TASK STATEMENT ::
For this exercise, reproduce each entry below exactly, excluding pictures.

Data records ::
☆ ☆ ☆ ☆

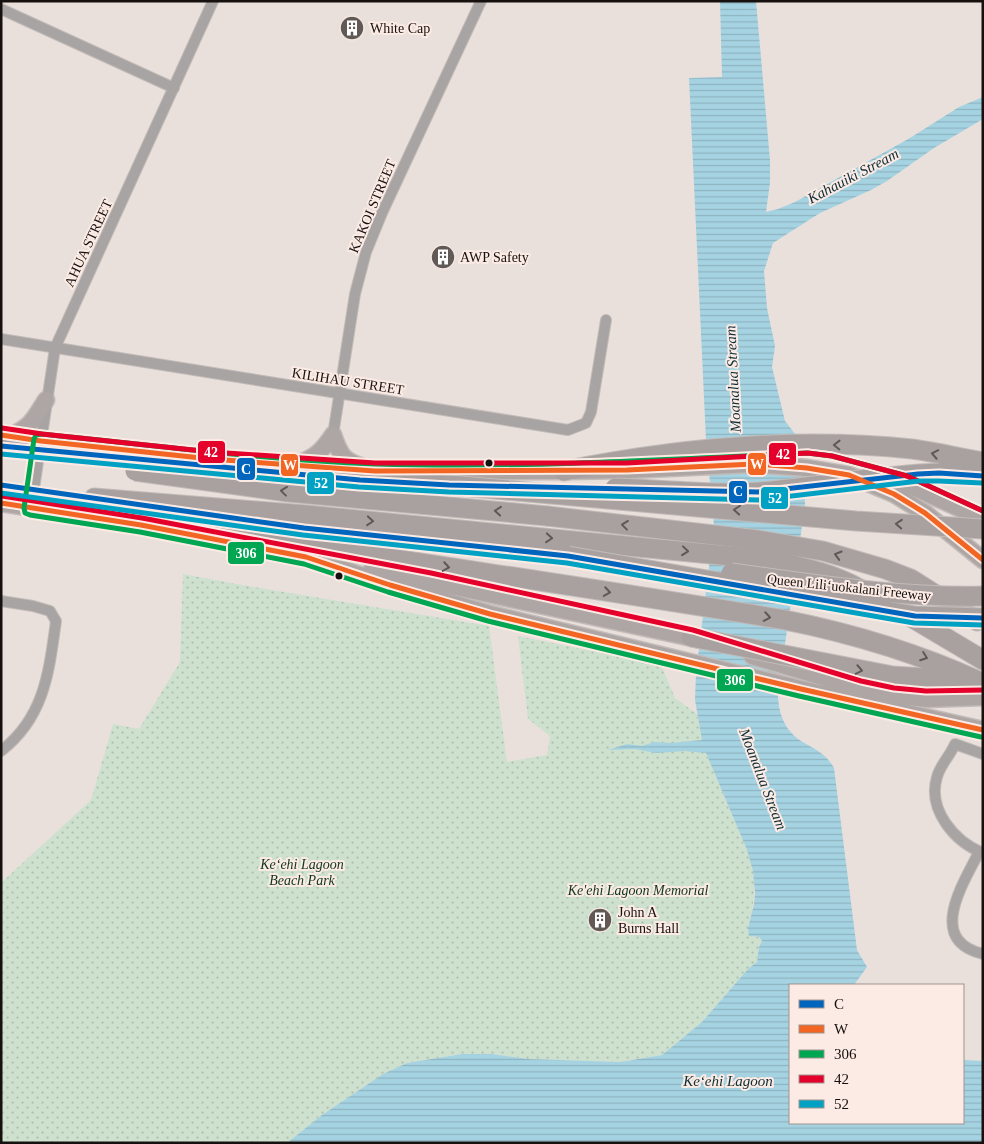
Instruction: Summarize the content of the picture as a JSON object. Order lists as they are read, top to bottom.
{
  "streets": {
    "highway": ["Queen Liliʻuokalani Freeway"],
    "street": ["KAKOI STREET", "AHUA STREET", "KILIHAU STREET"]
  },
  "crossings": [
    ["KAKOI STREET", "KILIHAU STREET"],
    ["AHUA STREET", "KILIHAU STREET"]
  ],
  "water": ["Kahauiki Stream", "Moanalua Stream", "Keʻehi Lagoon"],
  "parks": ["Keʻehi Lagoon Beach Park", "Ke'ehi Lagoon Memorial"],
  "places": {
    "building": ["White Cap", "AWP Safety", "John A Burns Hall"]
  },
  "lines": [
    "transit line 42",
    "transit line 306",
    "transit line W",
    "transit line C",
    "transit line 52"
  ],
  "legend": [
    "C",
    "W",
    "306",
    "42",
    "52"
  ]
}
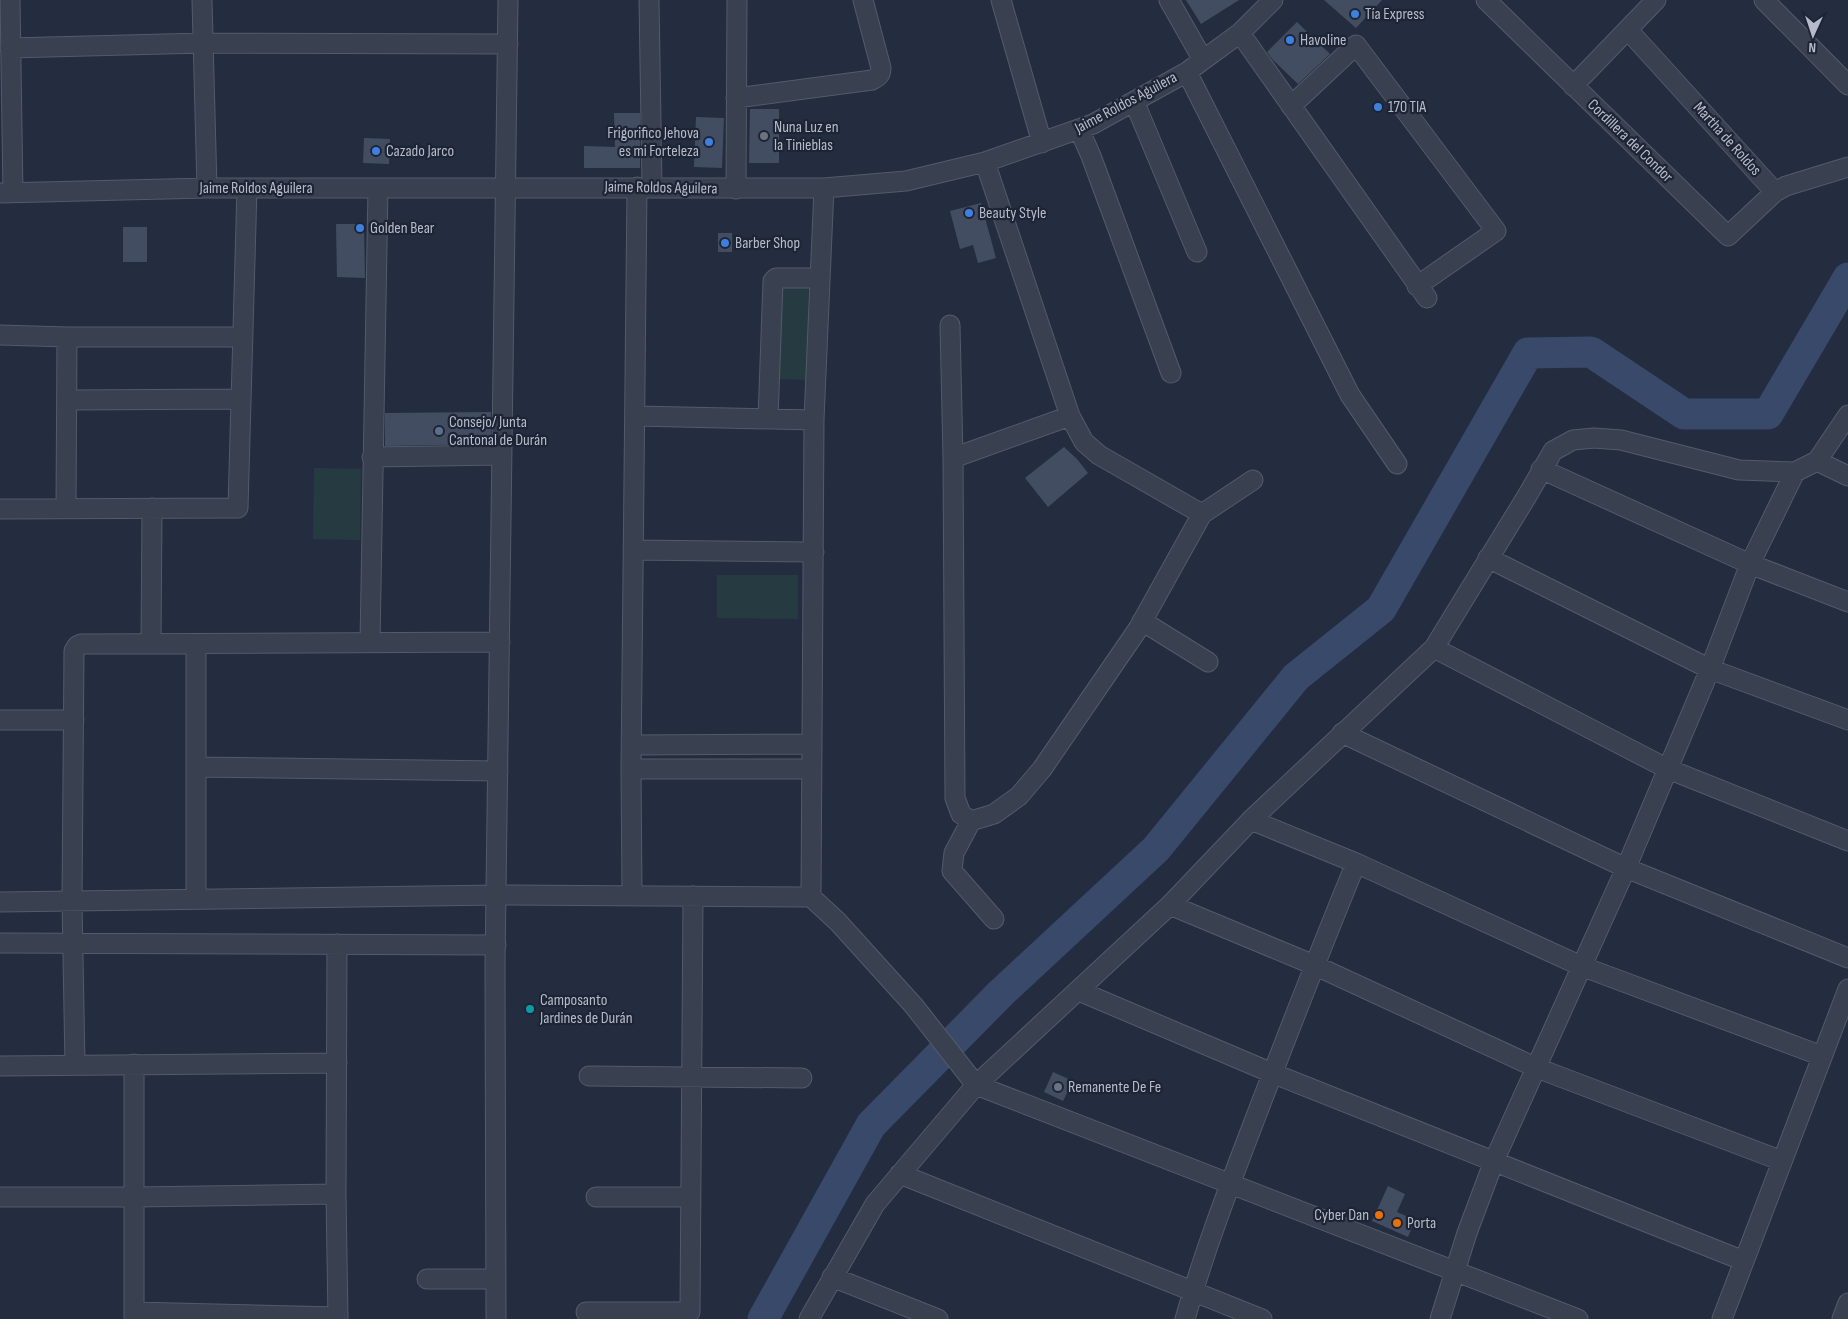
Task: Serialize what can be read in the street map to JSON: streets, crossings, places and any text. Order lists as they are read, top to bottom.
{
  "streets": {
    "street": ["Jaime Roldos Aguilera", "Martha de Roldos", "Cordillera del Condor"]
  },
  "crossings": [
    ["Martha de Roldos", "Cordillera del Condor"]
  ],
  "places": [
    "Tía Express",
    "Havoline",
    "170 TIA",
    "Nuna Luz en la Tinieblas",
    "Frigorifico Jehova es mi Forteleza",
    "Cazado Jarco",
    "Beauty Style",
    "Golden Bear",
    "Barber Shop",
    "Consejo/ Junta Cantonal de Durán",
    "Camposanto Jardines de Durán",
    "Remanente De Fe",
    "Cyber Dan",
    "Porta"
  ],
  "north": "bottom"
}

☆ ☆ ☆ ☆

SOLUTION ::
Instruction: Summarize the content of the picture as a JSON object. Order lists as they are read, top to bottom.
{
  "streets": {
    "highway": ["Queen Liliʻuokalani Freeway"],
    "street": ["KAKOI STREET", "AHUA STREET", "KILIHAU STREET"]
  },
  "crossings": [
    ["KAKOI STREET", "KILIHAU STREET"],
    ["AHUA STREET", "KILIHAU STREET"]
  ],
  "water": ["Kahauiki Stream", "Moanalua Stream", "Keʻehi Lagoon"],
  "parks": ["Keʻehi Lagoon Beach Park", "Ke'ehi Lagoon Memorial"],
  "places": {
    "building": ["White Cap", "AWP Safety", "John A Burns Hall"]
  },
  "lines": [
    "transit line 42",
    "transit line 306",
    "transit line W",
    "transit line C",
    "transit line 52"
  ],
  "legend": [
    "C",
    "W",
    "306",
    "42",
    "52"
  ]
}
Task: Serialize what can be read in the street map to JSON: streets, crossings, places and any text. Order lists as they are read, top to bottom.
{
  "streets": {
    "street": ["Jaime Roldos Aguilera", "Martha de Roldos", "Cordillera del Condor"]
  },
  "crossings": [
    ["Martha de Roldos", "Cordillera del Condor"]
  ],
  "places": [
    "Tía Express",
    "Havoline",
    "170 TIA",
    "Nuna Luz en la Tinieblas",
    "Frigorifico Jehova es mi Forteleza",
    "Cazado Jarco",
    "Beauty Style",
    "Golden Bear",
    "Barber Shop",
    "Consejo/ Junta Cantonal de Durán",
    "Camposanto Jardines de Durán",
    "Remanente De Fe",
    "Cyber Dan",
    "Porta"
  ],
  "north": "bottom"
}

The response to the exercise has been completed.